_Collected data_
Segment Open
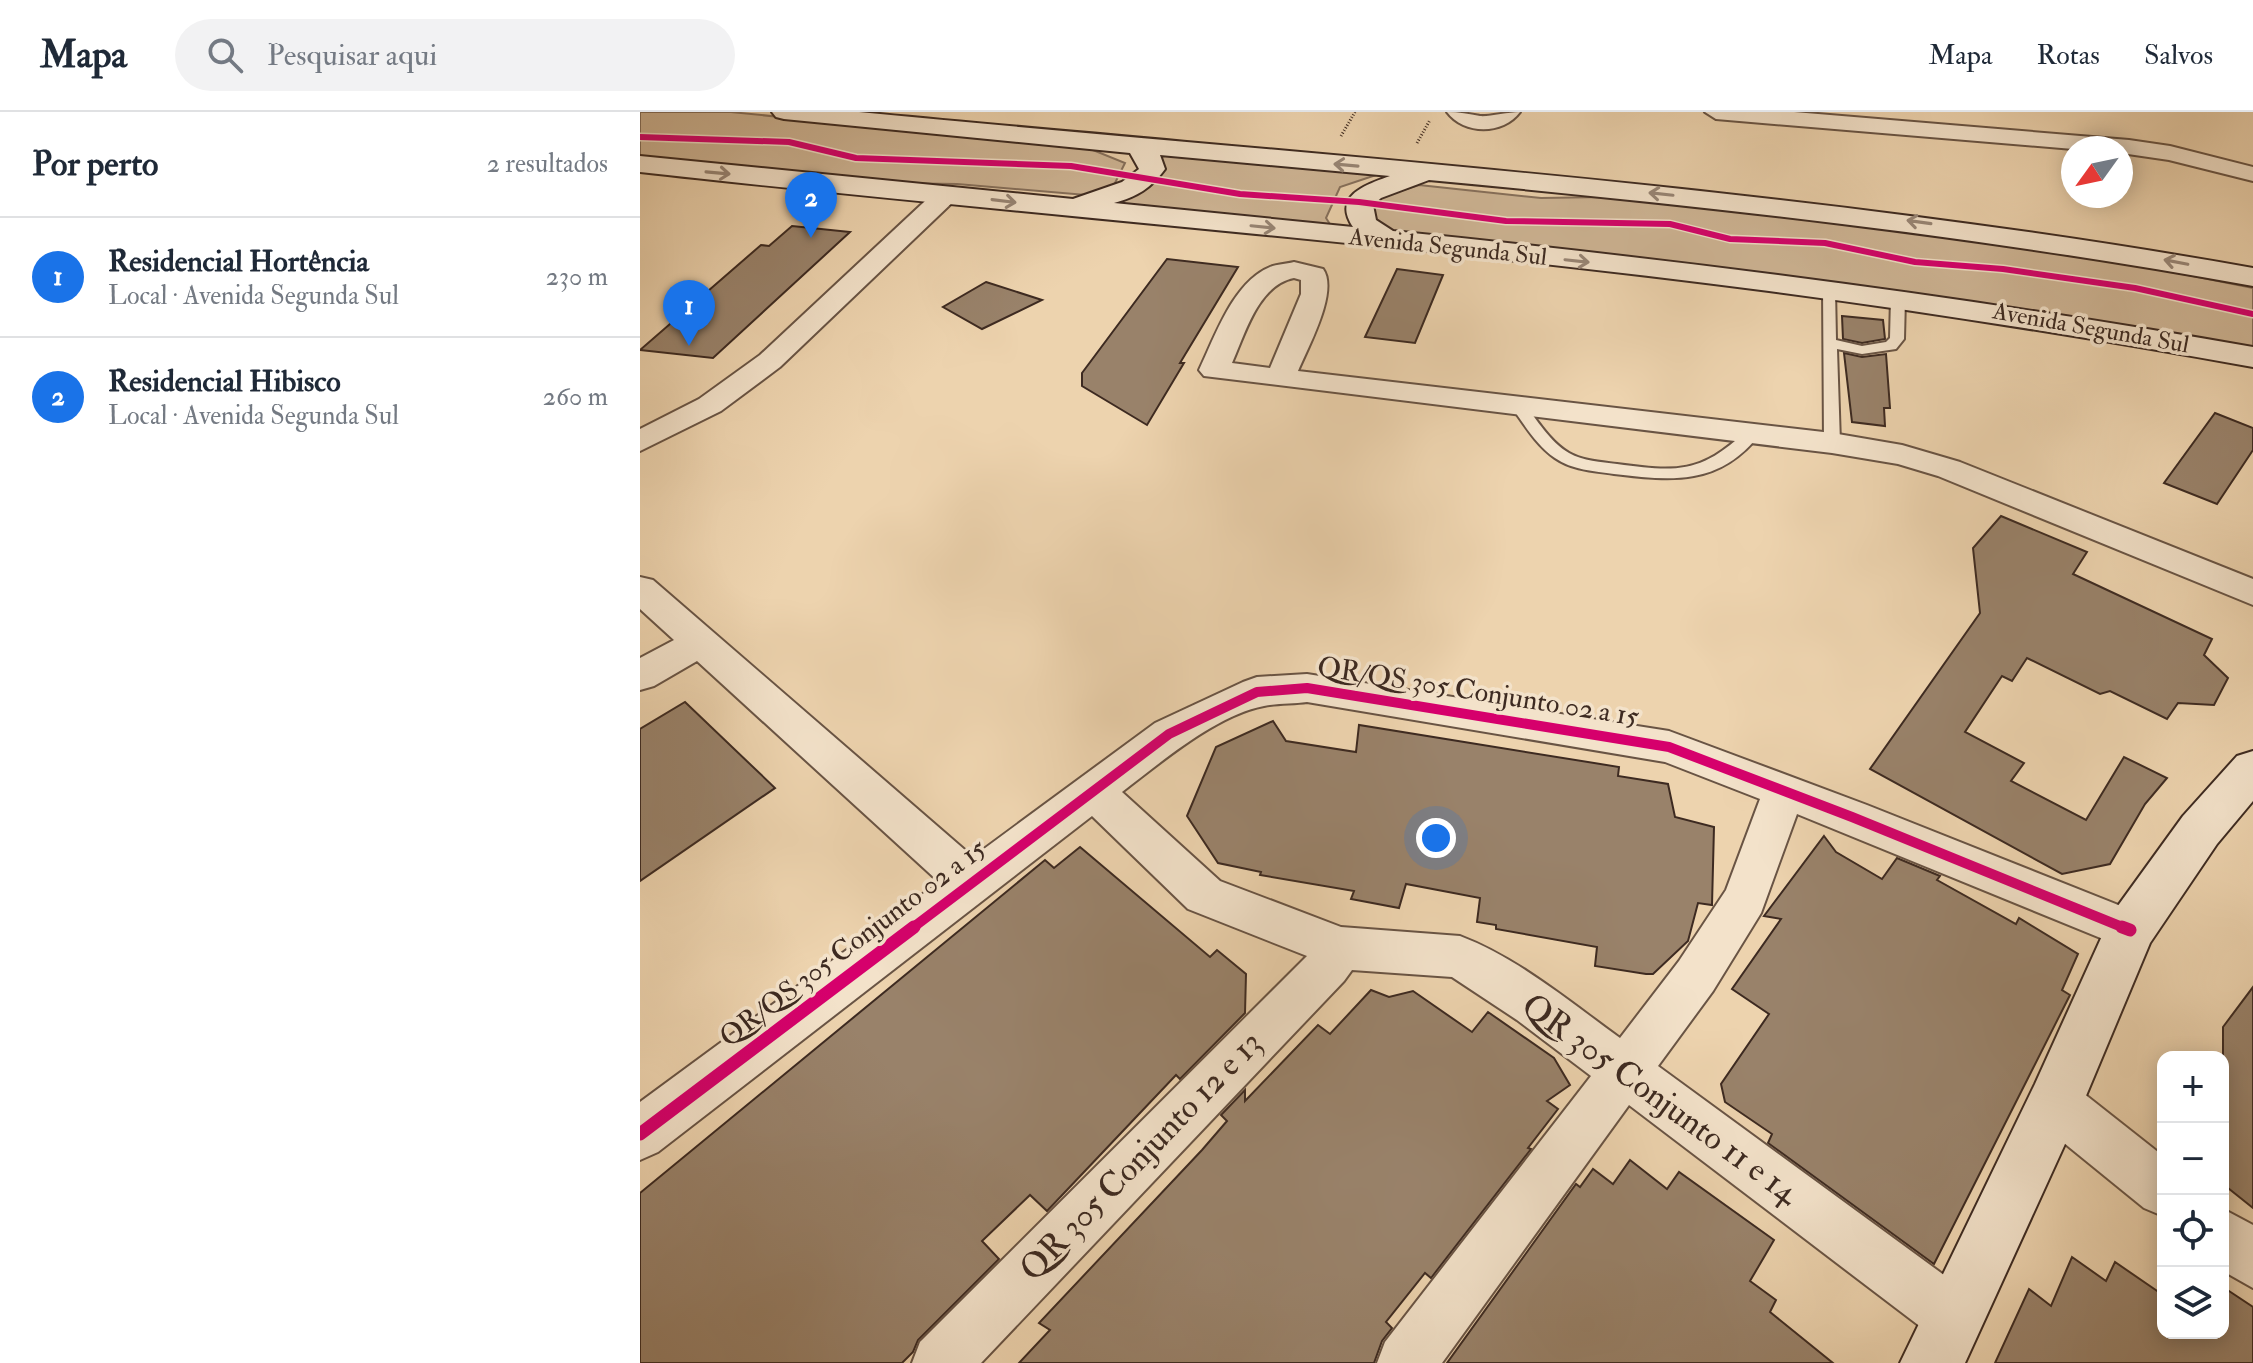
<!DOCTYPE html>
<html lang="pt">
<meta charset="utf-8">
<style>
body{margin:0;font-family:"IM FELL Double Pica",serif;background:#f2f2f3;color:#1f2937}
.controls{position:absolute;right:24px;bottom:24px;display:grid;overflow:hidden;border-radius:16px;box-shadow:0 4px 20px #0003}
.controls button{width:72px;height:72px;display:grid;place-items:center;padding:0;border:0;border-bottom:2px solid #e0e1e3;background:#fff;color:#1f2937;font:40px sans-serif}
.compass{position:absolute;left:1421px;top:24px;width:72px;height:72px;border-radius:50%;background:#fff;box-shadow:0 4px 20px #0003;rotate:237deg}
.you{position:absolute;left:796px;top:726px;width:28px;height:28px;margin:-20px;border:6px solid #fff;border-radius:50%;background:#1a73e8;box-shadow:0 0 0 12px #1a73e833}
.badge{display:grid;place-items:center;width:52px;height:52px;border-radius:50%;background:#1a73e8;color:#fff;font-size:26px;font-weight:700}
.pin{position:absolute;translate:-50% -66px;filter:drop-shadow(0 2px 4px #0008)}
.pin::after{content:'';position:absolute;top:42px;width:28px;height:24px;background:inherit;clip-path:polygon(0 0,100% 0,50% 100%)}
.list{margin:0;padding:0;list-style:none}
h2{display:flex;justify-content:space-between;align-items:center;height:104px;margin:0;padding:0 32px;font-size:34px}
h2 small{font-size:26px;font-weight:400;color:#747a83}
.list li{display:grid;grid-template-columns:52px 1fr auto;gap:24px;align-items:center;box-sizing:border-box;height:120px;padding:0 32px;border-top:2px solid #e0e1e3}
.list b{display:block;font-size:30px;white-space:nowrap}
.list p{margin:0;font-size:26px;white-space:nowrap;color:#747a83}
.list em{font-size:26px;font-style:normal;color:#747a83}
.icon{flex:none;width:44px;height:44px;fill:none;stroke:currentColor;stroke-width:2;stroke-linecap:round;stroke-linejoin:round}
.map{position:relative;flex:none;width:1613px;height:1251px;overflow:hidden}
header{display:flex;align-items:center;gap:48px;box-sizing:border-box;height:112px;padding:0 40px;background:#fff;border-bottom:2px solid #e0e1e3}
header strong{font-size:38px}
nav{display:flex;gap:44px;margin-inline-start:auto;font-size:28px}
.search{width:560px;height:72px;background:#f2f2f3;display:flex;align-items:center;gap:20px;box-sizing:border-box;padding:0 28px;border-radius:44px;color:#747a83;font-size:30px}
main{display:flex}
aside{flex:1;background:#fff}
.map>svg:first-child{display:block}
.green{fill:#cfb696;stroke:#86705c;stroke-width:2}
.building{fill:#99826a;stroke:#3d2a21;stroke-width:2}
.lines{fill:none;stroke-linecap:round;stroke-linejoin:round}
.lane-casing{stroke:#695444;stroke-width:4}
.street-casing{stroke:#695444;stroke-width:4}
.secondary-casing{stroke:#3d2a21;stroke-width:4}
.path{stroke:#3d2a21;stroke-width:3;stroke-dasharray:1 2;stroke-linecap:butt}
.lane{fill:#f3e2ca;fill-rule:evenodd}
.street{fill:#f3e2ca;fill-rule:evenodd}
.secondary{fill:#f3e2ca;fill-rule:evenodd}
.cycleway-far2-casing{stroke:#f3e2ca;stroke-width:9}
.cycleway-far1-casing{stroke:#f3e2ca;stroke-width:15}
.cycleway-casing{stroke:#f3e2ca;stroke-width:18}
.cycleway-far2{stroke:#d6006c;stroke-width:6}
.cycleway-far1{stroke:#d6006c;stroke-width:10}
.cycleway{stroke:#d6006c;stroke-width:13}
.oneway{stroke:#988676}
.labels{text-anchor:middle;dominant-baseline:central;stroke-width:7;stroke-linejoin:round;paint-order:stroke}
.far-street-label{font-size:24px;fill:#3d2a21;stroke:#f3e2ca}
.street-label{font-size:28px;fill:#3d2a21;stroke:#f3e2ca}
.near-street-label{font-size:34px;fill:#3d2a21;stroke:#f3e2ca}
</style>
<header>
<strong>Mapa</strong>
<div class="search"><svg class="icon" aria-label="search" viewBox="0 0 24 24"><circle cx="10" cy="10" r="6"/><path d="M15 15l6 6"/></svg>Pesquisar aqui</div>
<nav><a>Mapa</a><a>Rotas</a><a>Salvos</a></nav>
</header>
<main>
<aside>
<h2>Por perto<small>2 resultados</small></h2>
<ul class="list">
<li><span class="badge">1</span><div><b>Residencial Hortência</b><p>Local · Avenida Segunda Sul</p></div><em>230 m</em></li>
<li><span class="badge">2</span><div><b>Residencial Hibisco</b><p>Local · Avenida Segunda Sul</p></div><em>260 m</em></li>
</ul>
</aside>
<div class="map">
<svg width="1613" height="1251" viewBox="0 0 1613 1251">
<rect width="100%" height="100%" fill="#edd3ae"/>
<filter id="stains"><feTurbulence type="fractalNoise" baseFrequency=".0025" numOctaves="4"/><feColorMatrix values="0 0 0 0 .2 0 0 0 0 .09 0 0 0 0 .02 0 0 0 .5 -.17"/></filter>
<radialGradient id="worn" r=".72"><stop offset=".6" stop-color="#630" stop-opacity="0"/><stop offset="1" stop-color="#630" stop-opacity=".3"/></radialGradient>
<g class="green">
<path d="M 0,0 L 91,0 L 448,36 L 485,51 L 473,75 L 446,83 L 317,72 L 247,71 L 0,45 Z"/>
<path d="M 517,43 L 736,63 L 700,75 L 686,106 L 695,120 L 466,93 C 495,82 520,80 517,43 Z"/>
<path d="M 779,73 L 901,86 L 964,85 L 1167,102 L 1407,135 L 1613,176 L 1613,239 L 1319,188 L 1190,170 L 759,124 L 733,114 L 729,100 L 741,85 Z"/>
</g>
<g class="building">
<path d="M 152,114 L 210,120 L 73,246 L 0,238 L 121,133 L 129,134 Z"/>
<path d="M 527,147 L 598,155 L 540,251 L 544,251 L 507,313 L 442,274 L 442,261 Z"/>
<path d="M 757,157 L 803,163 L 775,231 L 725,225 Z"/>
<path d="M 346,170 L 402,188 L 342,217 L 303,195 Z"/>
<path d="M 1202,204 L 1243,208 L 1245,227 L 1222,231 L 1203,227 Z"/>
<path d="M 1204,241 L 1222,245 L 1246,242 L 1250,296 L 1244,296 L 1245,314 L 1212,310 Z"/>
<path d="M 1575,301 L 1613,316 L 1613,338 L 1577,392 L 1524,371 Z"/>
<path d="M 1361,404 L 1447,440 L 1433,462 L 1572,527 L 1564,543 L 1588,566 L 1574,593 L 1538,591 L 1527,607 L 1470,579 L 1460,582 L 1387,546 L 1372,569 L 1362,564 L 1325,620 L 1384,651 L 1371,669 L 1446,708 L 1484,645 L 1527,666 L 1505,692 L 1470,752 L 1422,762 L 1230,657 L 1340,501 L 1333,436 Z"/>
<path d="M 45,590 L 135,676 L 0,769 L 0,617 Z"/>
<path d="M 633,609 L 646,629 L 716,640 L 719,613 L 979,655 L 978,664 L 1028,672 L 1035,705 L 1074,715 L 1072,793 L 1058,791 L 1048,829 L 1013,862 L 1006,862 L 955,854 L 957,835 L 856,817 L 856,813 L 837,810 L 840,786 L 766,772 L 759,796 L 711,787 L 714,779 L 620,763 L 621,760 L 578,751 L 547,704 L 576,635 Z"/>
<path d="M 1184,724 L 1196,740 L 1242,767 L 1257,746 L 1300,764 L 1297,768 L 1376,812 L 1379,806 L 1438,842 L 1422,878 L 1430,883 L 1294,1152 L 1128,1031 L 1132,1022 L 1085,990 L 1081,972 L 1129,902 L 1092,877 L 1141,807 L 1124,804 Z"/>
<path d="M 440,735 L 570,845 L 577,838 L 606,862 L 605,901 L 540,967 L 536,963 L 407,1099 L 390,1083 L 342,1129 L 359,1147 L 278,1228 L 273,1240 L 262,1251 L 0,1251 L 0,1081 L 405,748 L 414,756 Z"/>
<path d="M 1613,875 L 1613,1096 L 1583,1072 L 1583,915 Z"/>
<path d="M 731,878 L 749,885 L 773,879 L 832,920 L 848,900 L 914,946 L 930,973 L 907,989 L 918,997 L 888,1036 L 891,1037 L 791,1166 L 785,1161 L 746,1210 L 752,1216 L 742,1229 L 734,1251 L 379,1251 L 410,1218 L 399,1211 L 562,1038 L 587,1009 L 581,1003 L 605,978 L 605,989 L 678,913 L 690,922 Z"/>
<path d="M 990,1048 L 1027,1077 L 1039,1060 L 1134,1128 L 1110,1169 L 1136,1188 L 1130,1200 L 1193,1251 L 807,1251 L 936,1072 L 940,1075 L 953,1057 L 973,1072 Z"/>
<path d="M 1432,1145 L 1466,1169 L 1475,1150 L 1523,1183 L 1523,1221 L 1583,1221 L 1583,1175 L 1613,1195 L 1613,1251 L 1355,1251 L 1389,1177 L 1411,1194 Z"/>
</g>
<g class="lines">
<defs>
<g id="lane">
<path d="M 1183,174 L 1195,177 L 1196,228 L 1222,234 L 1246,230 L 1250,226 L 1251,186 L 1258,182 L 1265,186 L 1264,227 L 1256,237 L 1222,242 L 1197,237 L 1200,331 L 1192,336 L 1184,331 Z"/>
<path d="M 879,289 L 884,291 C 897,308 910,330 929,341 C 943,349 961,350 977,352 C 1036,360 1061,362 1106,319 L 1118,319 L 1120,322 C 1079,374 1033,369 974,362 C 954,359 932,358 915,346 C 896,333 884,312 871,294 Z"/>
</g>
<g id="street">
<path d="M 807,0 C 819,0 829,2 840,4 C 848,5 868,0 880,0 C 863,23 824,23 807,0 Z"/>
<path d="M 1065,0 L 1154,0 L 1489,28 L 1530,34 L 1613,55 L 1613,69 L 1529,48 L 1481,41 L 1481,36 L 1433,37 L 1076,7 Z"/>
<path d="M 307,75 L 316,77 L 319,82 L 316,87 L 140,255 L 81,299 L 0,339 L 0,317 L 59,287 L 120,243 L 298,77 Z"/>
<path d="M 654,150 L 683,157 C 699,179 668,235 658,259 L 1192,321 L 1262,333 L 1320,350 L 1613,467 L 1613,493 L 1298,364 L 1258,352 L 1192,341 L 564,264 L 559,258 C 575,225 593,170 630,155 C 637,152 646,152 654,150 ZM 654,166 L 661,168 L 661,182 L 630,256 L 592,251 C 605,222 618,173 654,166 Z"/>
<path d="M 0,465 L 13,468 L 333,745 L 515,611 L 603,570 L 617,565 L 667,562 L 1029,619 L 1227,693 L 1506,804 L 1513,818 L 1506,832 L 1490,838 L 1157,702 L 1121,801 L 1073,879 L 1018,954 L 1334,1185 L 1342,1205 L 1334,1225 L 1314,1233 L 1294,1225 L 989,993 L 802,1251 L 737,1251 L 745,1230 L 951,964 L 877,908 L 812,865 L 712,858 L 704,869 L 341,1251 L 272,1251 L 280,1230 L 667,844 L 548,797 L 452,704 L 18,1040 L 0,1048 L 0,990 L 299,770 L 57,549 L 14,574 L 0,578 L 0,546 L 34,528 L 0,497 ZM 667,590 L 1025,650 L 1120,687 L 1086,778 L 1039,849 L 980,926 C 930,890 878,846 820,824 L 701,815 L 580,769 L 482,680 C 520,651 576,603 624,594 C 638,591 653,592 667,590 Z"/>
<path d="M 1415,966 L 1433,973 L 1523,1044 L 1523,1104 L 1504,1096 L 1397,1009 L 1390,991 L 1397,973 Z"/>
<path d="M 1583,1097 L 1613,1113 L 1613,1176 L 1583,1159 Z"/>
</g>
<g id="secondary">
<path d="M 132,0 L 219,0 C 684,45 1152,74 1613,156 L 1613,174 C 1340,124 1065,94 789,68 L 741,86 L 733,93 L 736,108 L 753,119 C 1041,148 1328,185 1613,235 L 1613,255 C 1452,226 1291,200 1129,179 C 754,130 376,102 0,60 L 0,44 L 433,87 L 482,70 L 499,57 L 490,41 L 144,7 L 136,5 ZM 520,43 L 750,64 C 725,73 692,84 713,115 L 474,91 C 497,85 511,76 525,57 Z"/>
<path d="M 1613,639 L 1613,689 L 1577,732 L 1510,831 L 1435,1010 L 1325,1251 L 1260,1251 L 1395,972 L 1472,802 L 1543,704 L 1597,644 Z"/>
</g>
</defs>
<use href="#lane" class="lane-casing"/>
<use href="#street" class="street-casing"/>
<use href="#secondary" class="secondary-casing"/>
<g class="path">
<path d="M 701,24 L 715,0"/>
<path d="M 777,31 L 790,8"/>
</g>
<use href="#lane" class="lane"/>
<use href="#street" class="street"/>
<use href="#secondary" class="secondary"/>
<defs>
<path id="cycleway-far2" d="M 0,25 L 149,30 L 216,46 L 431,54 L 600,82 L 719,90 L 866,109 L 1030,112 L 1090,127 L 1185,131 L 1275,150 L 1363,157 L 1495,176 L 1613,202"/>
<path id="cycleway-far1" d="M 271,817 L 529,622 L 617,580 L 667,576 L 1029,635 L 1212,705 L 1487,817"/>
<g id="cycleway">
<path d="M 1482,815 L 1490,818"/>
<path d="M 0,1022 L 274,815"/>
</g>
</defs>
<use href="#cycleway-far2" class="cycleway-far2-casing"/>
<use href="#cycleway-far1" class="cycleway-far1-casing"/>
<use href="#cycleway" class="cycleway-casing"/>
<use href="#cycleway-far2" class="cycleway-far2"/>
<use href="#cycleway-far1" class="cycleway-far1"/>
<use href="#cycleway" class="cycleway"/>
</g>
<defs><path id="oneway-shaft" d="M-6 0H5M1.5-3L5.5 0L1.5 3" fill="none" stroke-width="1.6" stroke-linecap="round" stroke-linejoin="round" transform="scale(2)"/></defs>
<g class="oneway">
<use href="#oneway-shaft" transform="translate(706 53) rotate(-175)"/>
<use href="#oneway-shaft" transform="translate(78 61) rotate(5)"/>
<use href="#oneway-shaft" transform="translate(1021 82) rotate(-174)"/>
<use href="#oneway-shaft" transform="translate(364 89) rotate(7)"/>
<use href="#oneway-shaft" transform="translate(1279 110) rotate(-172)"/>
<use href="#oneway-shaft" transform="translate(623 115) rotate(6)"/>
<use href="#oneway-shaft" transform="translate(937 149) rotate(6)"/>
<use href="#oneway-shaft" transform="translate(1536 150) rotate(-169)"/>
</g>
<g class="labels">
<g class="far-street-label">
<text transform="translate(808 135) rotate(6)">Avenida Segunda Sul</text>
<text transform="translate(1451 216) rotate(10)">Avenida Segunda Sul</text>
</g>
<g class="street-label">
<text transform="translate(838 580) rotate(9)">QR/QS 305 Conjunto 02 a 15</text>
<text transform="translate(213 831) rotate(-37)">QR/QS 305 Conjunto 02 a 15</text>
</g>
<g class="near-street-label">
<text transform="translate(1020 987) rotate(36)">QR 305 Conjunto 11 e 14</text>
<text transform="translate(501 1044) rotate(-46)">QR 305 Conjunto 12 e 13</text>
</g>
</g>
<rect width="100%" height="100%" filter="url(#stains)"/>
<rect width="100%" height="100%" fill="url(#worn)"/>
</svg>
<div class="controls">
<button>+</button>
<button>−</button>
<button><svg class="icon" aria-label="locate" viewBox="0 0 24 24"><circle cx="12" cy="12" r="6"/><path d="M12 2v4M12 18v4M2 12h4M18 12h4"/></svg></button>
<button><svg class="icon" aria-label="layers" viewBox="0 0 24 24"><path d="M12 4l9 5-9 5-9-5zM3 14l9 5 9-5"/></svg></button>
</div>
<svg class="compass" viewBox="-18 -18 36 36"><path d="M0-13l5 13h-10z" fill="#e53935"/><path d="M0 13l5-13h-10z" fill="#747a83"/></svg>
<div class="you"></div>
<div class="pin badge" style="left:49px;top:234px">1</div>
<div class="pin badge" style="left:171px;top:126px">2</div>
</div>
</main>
Segment Closed
_Task objective_
Identify the lines in the records above that contain the word "evenodd", then state how many there are and nothing more.

_Answer box_
3